Reproduce the lines below from the one that contains "Post Road</p></div><em>10 m</em></li>" through the end, inclusive, and add nothing.

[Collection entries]
○ ○ ○ ○ ○
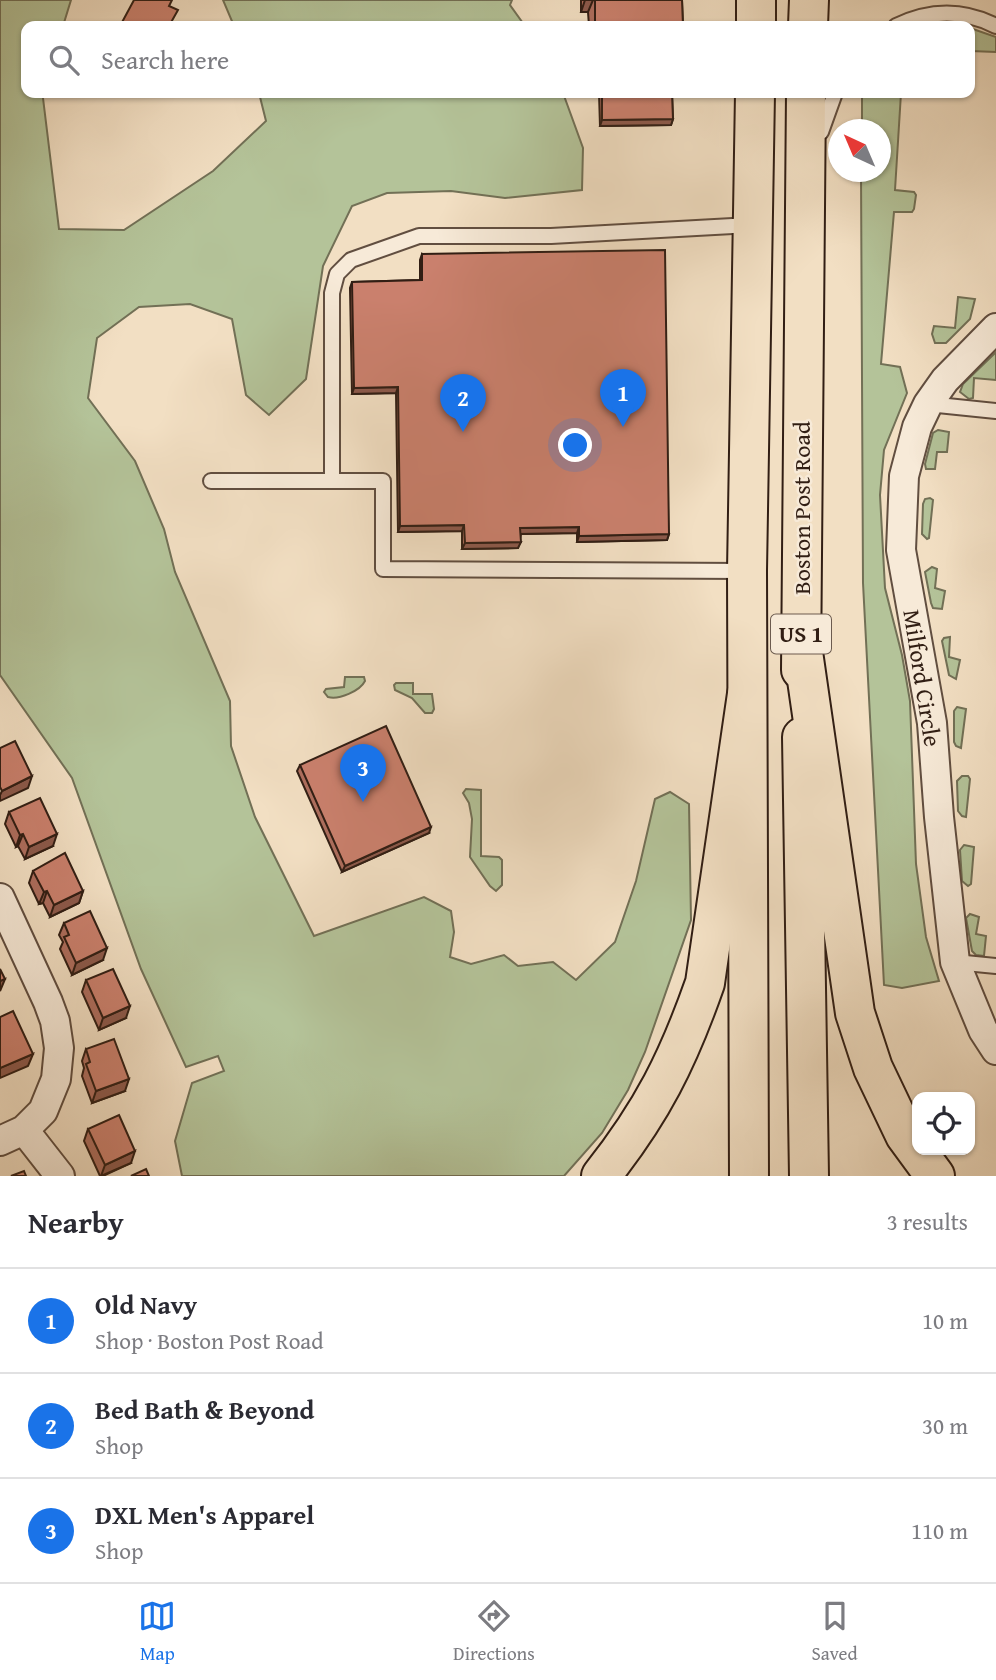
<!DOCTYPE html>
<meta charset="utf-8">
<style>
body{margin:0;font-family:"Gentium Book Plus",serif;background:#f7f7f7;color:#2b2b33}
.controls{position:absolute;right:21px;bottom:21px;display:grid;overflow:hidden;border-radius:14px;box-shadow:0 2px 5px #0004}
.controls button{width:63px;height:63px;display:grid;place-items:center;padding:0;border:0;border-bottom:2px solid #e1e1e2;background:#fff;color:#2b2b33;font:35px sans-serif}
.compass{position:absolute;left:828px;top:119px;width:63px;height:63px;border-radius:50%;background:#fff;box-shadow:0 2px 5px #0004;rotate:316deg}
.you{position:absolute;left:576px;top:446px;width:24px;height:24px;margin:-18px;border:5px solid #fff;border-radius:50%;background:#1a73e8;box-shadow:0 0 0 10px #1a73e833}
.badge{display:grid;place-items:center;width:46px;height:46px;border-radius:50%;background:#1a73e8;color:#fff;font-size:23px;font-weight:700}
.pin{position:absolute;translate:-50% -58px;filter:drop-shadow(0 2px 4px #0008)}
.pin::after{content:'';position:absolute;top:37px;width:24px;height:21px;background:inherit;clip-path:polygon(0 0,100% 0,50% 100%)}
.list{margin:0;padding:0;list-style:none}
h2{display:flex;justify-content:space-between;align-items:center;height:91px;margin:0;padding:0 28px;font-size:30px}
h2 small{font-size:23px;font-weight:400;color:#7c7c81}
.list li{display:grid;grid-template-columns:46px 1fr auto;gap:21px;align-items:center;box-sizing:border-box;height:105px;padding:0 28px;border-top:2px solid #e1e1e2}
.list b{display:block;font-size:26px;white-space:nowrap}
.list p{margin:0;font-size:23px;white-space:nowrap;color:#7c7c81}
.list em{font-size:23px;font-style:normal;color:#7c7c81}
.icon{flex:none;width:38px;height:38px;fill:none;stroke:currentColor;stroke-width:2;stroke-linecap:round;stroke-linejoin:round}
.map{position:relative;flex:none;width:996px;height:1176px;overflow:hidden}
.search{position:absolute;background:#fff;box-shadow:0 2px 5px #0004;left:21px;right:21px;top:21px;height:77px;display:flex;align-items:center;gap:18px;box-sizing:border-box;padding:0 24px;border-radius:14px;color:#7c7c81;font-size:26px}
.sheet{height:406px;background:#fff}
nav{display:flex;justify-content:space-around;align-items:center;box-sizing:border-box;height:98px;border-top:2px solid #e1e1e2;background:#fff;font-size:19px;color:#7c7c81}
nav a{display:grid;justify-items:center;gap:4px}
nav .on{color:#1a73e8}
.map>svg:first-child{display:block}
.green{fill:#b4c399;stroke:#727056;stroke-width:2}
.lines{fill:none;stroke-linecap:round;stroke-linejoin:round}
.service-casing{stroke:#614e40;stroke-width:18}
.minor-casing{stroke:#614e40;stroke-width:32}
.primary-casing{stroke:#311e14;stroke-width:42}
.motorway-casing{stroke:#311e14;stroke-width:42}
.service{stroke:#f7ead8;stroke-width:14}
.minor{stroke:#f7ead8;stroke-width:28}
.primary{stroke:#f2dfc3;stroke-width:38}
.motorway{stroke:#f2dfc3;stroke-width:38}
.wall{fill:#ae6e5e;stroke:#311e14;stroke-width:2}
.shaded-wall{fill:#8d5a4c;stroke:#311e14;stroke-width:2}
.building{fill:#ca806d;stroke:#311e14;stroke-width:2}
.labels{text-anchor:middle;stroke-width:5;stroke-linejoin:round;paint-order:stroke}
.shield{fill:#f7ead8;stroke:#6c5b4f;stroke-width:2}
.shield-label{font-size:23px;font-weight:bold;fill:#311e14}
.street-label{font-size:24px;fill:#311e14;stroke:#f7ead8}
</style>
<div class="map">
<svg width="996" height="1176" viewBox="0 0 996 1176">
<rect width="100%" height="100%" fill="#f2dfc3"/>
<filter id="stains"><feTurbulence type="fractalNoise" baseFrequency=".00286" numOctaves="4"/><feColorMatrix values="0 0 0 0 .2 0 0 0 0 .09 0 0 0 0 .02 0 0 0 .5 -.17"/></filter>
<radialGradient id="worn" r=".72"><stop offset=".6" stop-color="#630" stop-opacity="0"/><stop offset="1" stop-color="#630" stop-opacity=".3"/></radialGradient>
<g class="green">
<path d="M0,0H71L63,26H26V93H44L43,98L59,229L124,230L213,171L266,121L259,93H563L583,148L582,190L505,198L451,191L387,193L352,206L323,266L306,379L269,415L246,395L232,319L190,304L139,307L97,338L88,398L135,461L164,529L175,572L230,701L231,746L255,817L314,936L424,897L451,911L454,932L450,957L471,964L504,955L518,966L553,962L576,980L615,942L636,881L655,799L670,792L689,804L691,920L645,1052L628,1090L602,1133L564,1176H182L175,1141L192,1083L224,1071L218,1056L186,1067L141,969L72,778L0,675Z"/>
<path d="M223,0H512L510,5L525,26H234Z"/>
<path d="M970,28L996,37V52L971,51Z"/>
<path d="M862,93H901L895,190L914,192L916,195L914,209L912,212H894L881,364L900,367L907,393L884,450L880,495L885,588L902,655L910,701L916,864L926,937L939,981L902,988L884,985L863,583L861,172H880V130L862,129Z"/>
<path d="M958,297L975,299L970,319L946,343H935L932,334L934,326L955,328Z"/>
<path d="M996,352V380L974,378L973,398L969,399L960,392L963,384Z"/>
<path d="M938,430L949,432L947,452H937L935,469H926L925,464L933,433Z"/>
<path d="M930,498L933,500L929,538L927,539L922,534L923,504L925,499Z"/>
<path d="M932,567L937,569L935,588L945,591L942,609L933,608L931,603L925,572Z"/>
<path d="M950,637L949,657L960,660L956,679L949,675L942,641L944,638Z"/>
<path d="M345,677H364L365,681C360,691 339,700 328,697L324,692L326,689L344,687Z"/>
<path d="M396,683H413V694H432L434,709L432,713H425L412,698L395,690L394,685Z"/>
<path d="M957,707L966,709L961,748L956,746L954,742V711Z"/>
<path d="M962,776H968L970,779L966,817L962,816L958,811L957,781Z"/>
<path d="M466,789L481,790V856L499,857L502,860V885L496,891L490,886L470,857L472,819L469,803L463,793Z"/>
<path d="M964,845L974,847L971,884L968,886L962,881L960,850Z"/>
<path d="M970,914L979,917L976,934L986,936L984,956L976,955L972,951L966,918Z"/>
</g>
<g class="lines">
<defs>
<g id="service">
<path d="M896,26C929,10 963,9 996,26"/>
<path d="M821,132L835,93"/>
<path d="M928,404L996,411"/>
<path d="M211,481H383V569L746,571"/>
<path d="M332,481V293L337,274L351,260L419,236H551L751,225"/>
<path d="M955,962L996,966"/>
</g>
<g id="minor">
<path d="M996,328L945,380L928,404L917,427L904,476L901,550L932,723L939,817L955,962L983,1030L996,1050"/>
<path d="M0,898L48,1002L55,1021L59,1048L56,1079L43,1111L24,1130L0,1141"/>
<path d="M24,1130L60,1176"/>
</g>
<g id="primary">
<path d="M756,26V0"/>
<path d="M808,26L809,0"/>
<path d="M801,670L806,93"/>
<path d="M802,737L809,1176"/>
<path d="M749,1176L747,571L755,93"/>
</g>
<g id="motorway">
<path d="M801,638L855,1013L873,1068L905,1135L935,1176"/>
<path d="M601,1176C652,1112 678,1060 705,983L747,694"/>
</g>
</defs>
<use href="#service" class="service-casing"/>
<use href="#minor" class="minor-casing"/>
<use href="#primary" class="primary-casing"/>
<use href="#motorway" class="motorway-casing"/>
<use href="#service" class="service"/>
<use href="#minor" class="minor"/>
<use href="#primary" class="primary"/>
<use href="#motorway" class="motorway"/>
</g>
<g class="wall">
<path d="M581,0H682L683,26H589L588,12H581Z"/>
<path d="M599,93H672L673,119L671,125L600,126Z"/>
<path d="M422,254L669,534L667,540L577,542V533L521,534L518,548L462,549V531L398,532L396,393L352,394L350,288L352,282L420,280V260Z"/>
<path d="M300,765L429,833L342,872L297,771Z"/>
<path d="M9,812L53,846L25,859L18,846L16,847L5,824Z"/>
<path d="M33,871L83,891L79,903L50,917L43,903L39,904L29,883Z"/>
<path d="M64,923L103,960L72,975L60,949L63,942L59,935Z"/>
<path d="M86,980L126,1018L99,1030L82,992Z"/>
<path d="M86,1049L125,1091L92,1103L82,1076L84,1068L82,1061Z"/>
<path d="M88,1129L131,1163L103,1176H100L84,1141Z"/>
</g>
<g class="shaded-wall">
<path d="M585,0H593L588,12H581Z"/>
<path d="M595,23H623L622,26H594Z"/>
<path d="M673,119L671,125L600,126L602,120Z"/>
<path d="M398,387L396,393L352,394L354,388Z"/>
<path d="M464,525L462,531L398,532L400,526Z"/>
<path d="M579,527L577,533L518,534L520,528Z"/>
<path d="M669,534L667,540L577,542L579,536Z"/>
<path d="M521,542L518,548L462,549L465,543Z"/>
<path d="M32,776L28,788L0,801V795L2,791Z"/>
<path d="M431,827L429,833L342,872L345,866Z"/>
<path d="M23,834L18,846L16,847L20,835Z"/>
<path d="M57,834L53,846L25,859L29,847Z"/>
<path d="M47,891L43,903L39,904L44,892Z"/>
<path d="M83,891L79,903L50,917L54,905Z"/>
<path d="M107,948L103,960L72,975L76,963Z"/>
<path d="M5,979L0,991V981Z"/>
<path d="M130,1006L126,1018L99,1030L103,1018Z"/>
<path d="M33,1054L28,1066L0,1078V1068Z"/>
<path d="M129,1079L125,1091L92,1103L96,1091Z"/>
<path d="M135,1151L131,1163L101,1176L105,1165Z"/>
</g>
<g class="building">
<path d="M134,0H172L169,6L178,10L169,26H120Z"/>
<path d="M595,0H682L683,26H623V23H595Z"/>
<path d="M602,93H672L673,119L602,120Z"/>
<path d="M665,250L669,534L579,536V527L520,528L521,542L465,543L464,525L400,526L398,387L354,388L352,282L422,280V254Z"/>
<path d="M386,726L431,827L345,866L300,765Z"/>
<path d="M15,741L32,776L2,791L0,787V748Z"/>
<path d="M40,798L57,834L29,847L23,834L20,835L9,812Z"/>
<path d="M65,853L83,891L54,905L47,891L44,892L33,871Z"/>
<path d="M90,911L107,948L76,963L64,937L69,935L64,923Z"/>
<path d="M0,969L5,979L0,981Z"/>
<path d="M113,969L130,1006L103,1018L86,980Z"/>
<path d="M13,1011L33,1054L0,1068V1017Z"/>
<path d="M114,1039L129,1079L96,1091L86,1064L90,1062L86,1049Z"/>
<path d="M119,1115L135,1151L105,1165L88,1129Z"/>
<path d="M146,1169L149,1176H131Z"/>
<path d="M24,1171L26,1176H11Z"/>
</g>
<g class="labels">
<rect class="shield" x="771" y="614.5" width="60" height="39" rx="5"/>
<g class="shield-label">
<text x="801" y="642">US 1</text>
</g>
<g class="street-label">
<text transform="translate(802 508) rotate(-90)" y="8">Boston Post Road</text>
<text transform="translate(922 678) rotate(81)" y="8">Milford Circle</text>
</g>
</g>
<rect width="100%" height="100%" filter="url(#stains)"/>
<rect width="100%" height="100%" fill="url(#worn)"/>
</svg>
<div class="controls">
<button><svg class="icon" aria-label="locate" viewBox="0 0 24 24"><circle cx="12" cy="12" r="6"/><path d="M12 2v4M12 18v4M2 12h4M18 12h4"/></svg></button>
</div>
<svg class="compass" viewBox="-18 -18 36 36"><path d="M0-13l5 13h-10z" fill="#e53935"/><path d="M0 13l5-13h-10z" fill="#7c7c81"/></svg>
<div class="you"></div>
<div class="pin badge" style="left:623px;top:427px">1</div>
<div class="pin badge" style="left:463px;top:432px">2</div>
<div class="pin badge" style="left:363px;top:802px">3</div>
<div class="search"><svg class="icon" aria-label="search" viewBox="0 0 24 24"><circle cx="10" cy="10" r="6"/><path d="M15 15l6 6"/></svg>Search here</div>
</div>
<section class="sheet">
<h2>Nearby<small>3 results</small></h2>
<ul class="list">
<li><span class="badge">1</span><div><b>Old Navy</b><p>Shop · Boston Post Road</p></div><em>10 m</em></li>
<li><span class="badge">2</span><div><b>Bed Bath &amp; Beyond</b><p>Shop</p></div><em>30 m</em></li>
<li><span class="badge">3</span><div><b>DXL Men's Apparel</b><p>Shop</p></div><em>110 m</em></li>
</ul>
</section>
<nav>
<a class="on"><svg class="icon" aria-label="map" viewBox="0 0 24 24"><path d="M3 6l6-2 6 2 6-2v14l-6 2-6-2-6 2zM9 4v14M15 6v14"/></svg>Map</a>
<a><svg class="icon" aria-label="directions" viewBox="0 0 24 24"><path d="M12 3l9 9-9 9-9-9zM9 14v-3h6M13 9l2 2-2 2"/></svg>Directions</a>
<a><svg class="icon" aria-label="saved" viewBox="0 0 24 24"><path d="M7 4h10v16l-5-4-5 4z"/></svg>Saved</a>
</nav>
○ ○ ○ ○ ○
§ Written response:
<li><span class="badge">1</span><div><b>Old Navy</b><p>Shop · Boston Post Road</p></div><em>10 m</em></li>
<li><span class="badge">2</span><div><b>Bed Bath &amp; Beyond</b><p>Shop</p></div><em>30 m</em></li>
<li><span class="badge">3</span><div><b>DXL Men's Apparel</b><p>Shop</p></div><em>110 m</em></li>
</ul>
</section>
<nav>
<a class="on"><svg class="icon" aria-label="map" viewBox="0 0 24 24"><path d="M3 6l6-2 6 2 6-2v14l-6 2-6-2-6 2zM9 4v14M15 6v14"/></svg>Map</a>
<a><svg class="icon" aria-label="directions" viewBox="0 0 24 24"><path d="M12 3l9 9-9 9-9-9zM9 14v-3h6M13 9l2 2-2 2"/></svg>Directions</a>
<a><svg class="icon" aria-label="saved" viewBox="0 0 24 24"><path d="M7 4h10v16l-5-4-5 4z"/></svg>Saved</a>
</nav>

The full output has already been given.